On Wed, 2 Mar 2022 09:20:50 -0800
Jayjeet Chakraborty <[email protected]> wrote:
> Thanks for all the help everyone. I was able to follow Niranda's steps and
> get the same perf in both C++ and Python. But I still don't know which are
> essential optimizations for compiling Arrow in C++. Can anyone please share
> some pointers on that ? I think documenting the essential C++ optimizations
> in some way will help people in the future. Thanks again.
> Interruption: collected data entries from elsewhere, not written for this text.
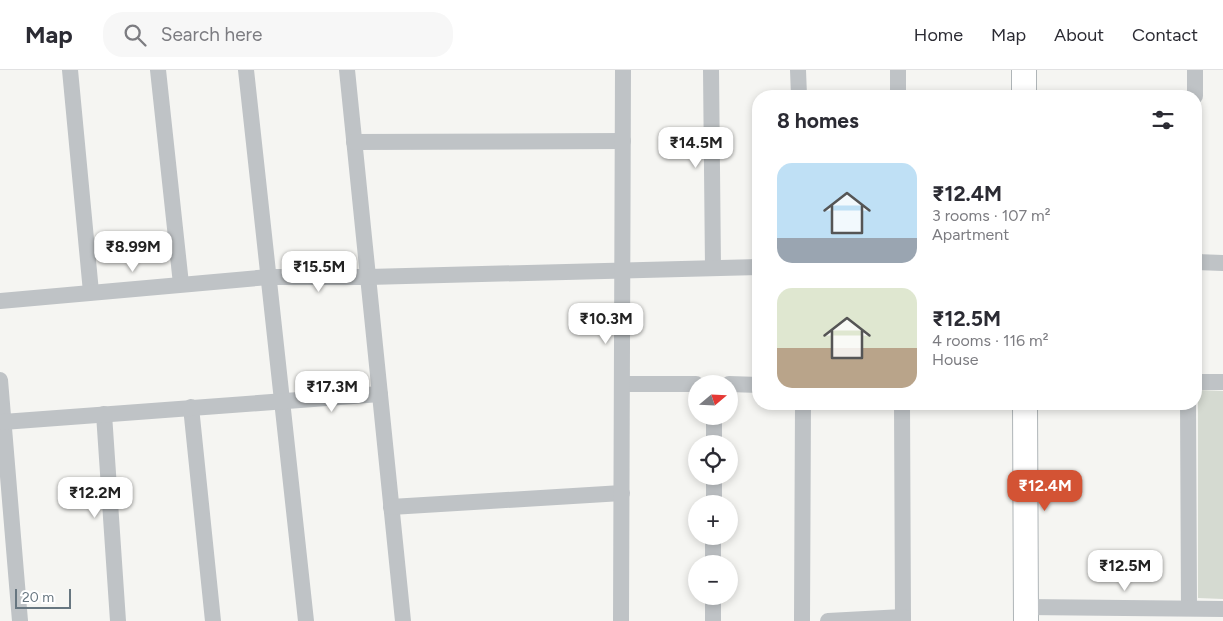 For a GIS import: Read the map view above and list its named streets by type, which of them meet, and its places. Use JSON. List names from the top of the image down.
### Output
{
  "scale_bar": "20 m",
  "north": "right",
  "page": {
    "header": "Map",
    "search": "Search here",
    "nav": [
      "Home",
      "Map",
      "About",
      "Contact"
    ],
    "heading": "8 homes",
    "price": [
      "₹14.5M",
      "₹8.99M",
      "₹15.5M",
      "₹10.3M",
      "₹17.3M",
      "₹12.4M",
      "₹12.2M",
      "₹12.5M"
    ],
    "list": [
      {
        "name": "₹12.4M",
        "note": "3 rooms · 107 m² · Apartment"
      },
      {
        "name": "₹12.5M",
        "note": "4 rooms · 116 m² · House"
      }
    ],
    "map_buttons": ["+", "−"],
    "scale": "20 m"
  }
} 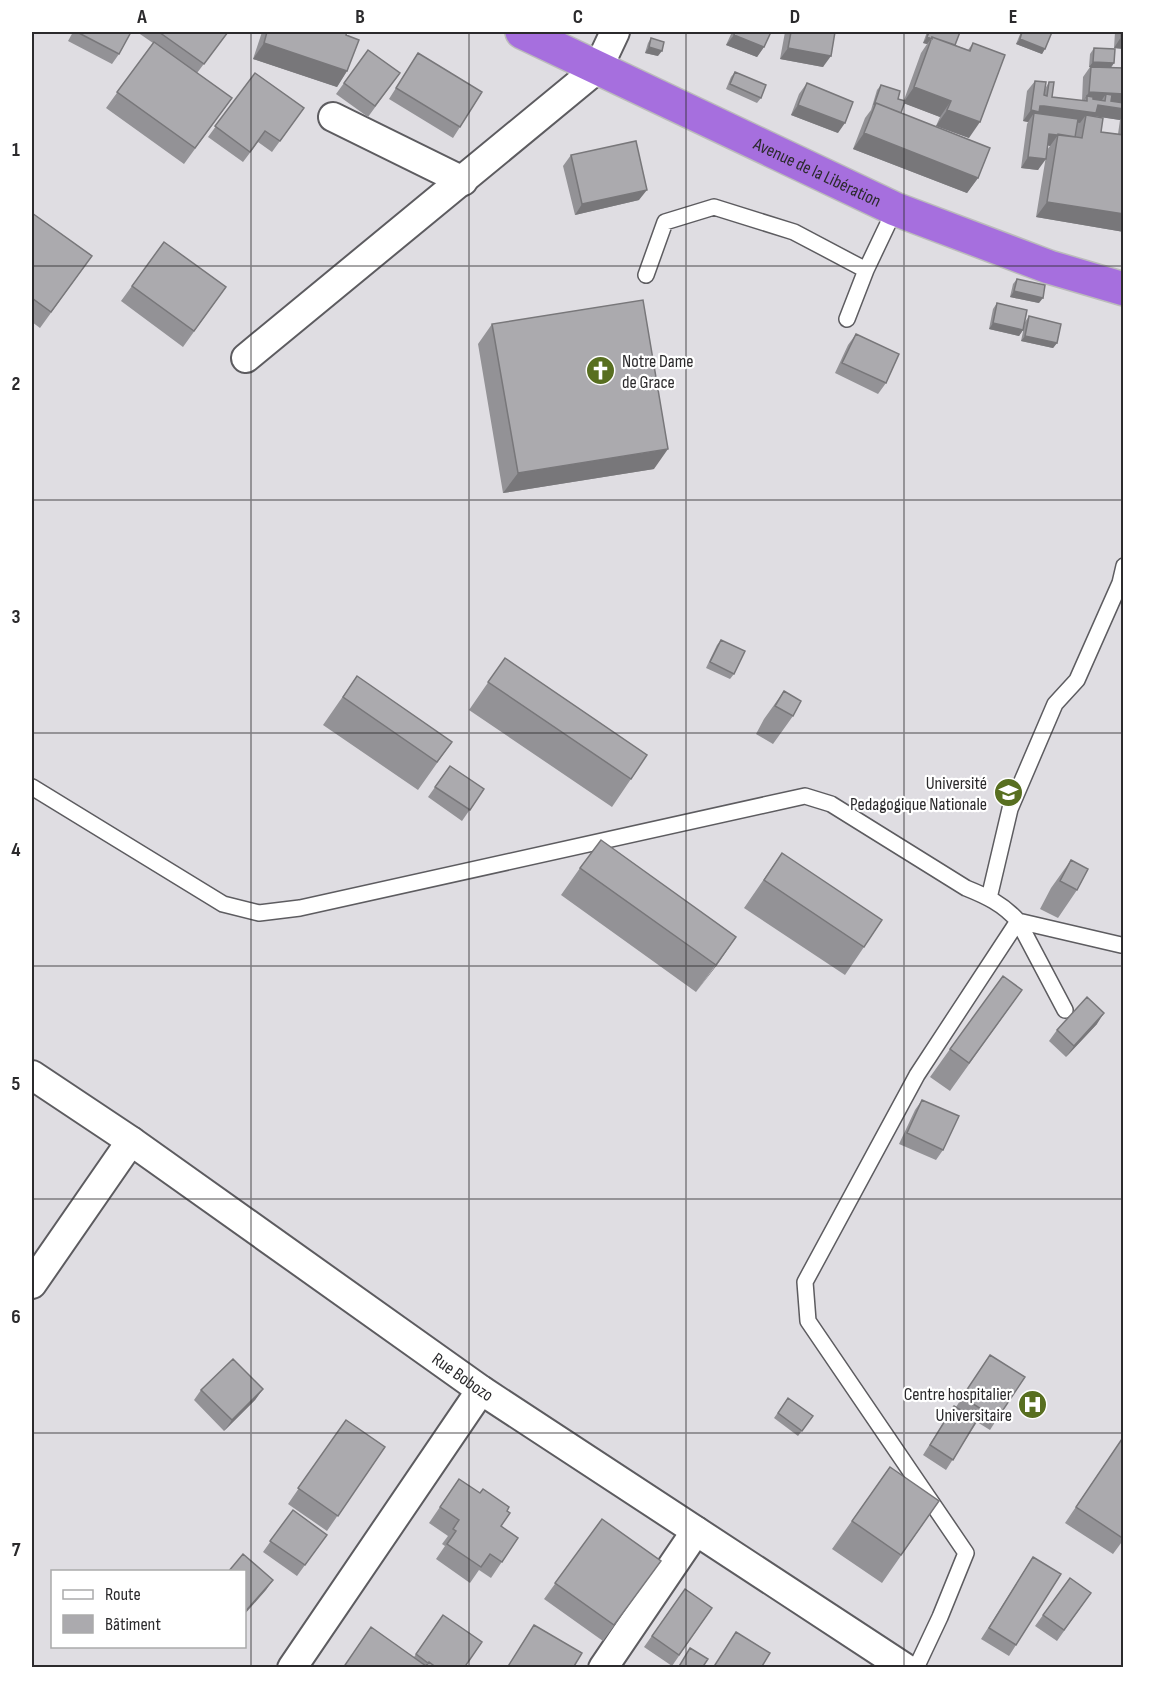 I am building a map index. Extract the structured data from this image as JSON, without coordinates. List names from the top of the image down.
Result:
{
  "streets": {
    "highway": ["Avenue de la Libération"],
    "street": ["Rue Bobozo"]
  },
  "places": {
    "church": ["Notre Dame de Grace"],
    "school or university": ["Université Pedagogique Nationale"],
    "hospital": ["Centre hospitalier Universitaire"]
  },
  "legend": ["Route", "Bâtiment"],
  "grid": {
    "columns": [
      "A",
      "B",
      "C",
      "D",
      "E"
    ],
    "rows": [
      "1",
      "2",
      "3",
      "4",
      "5",
      "6",
      "7"
    ]
  }
} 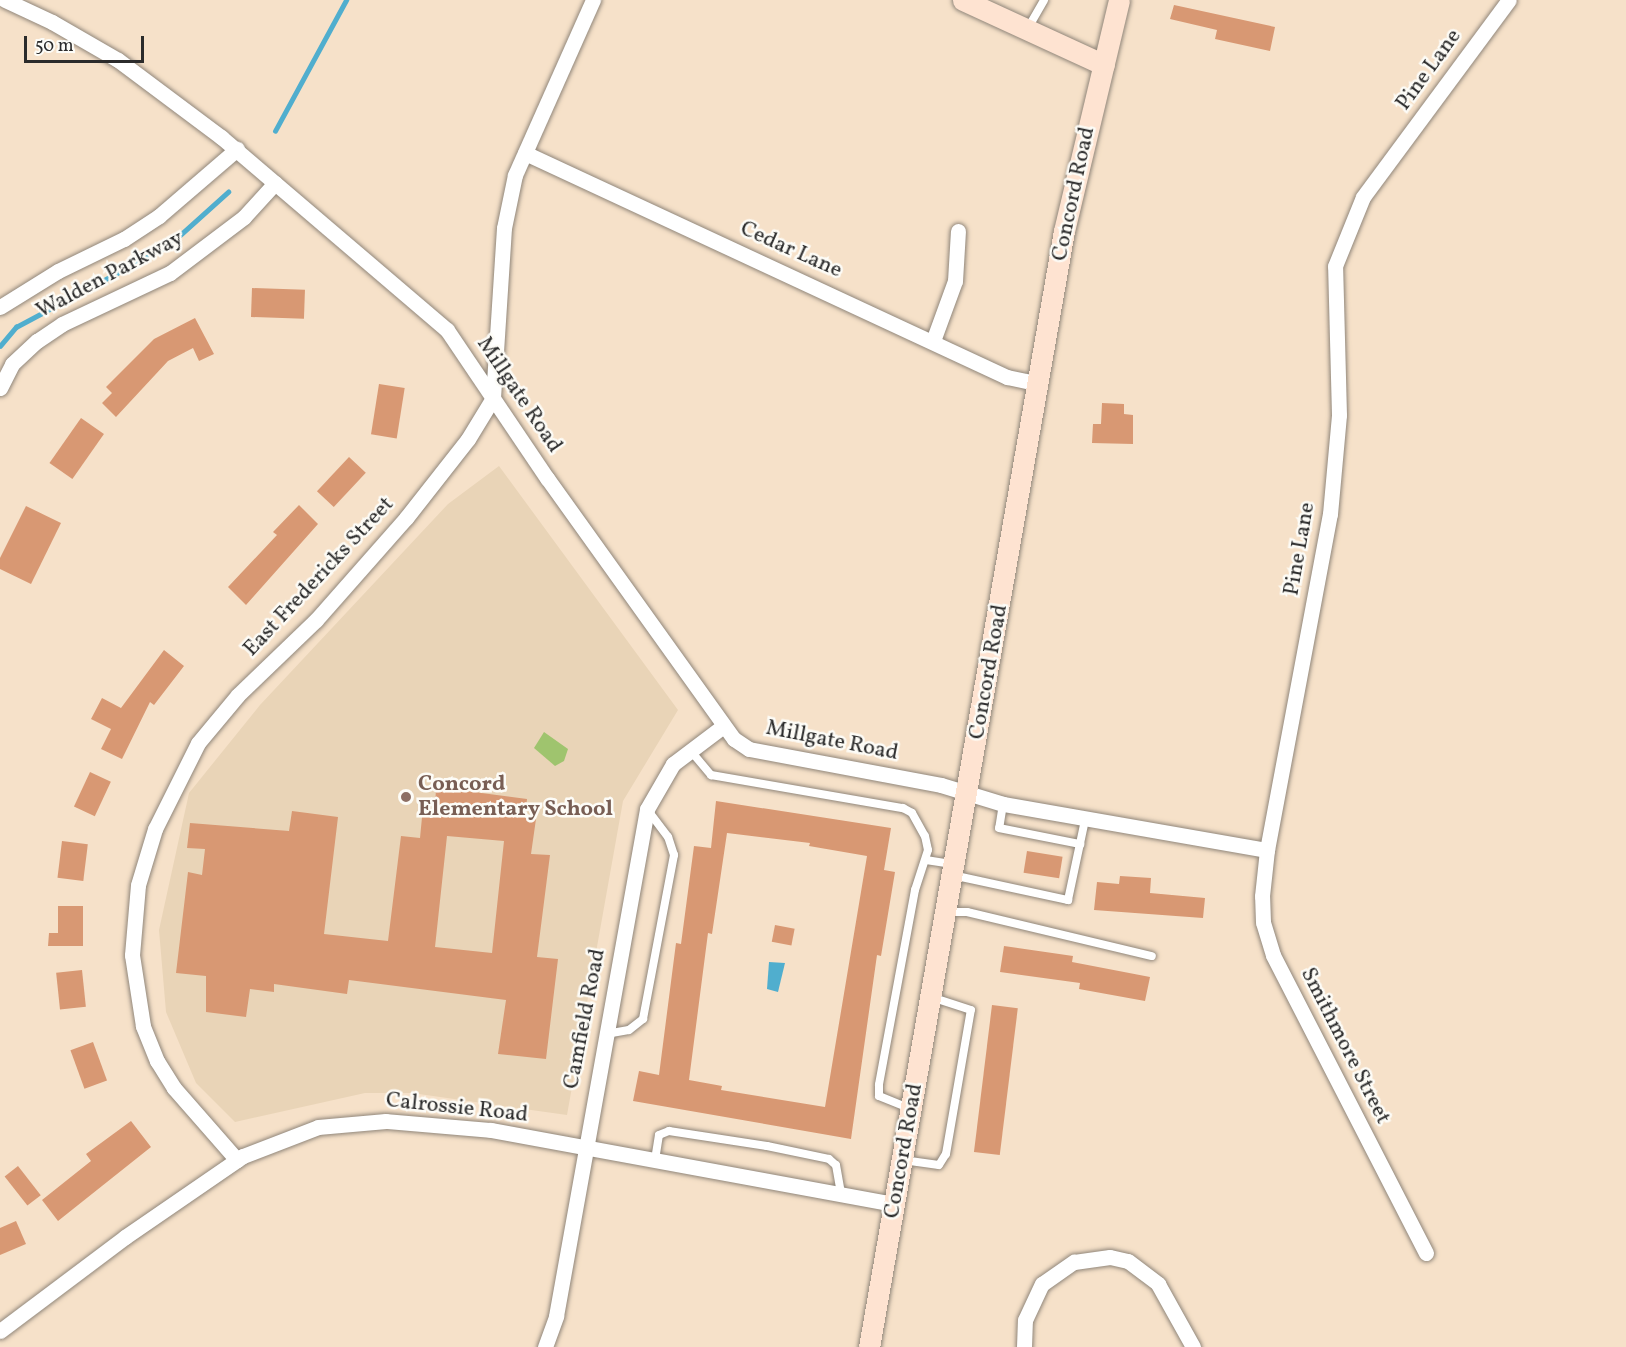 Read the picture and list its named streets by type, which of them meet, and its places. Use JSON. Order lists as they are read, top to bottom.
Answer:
{
  "streets": {
    "street": [
      "Pine Lane",
      "Concord Road",
      "Cedar Lane",
      "Walden Parkway",
      "Millgate Road",
      "East Fredericks Street",
      "Camfield Road",
      "Smithmore Street",
      "Calrossie Road"
    ]
  },
  "crossings": [
    ["Pine Lane", "Smithmore Street"],
    ["Concord Road", "Cedar Lane"],
    ["Concord Road", "Millgate Road"],
    ["Concord Road", "Calrossie Road"],
    ["Cedar Lane", "East Fredericks Street"],
    ["Walden Parkway", "Millgate Road"],
    ["Millgate Road", "East Fredericks Street"],
    ["Millgate Road", "Camfield Road"],
    ["East Fredericks Street", "Calrossie Road"],
    ["Camfield Road", "Calrossie Road"]
  ],
  "places": ["Concord Elementary School"],
  "scale_bar": "50 m"
} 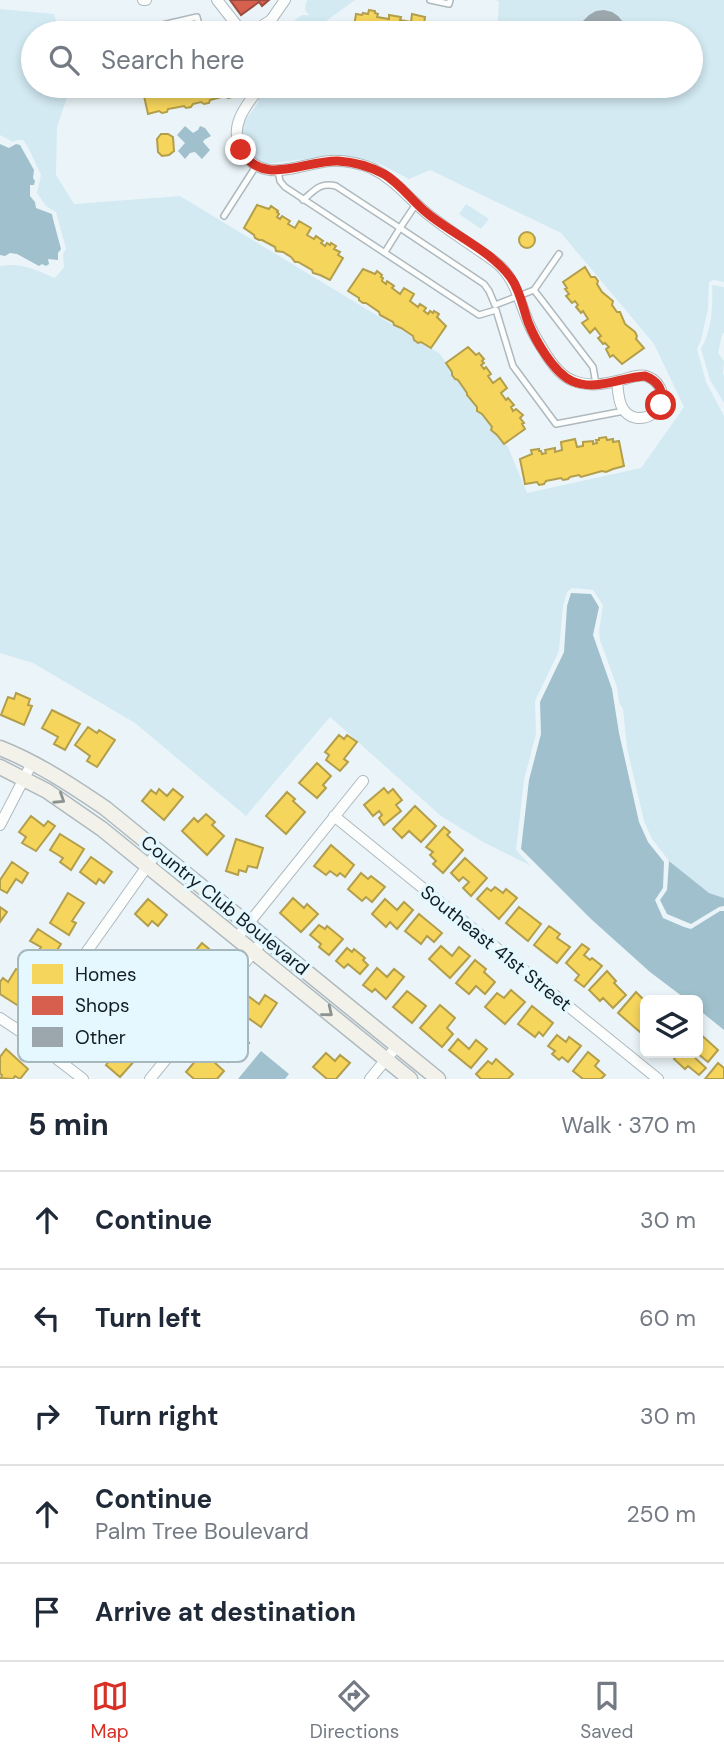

You should simply compile in release mode and appropriate compilation
options will be selected for you ("cmake -DCMAKE_BUILD_TYPE=Release
...").

Regards

Antoine.


> 
> On Tue, Mar 1, 2022 at 3:04 PM Weston Pace <[email protected]> wrote:
> 
> > Does setting UseAsync on the C++ end make a difference?  It's possible we
> > switched the default to async in python in 6.0.0 but not in C++.
> >
> > On Tue, Mar 1, 2022, 11:35 Niranda Perera <[email protected]>
> > wrote:
> >  
> >> Oh, I forgot to mention, had to fix LD_LIBRARY_PATH when running the c++
> >> executable.
> >> LD_LIBRARY_PATH=$CONDA_PREFIX/lib:$LD_LIBRARY_PATH ./dataset_bench
> >>
> >> On Tue, Mar 1, 2022 at 4:34 PM Niranda Perera <[email protected]>
> >> wrote:
> >>  
> >>> @Jayeet,
> >>>
> >>> I ran your example in my desktop, and I don't see any timing issues
> >>> there. I used conda to install pyarrow==6.0.0
> >>> I used the following command
> >>> g++ -O3 -std=c++11 dataset_bench.cc -I"$CONDA_PREFIX"/include
> >>> -L"$CONDA_PREFIX"/lib -larrow -larrow_dataset -lparquet -o dataset_bench
> >>>
> >>> And I had to del the objects in the python file, because it was getting
> >>> killed due to OOM.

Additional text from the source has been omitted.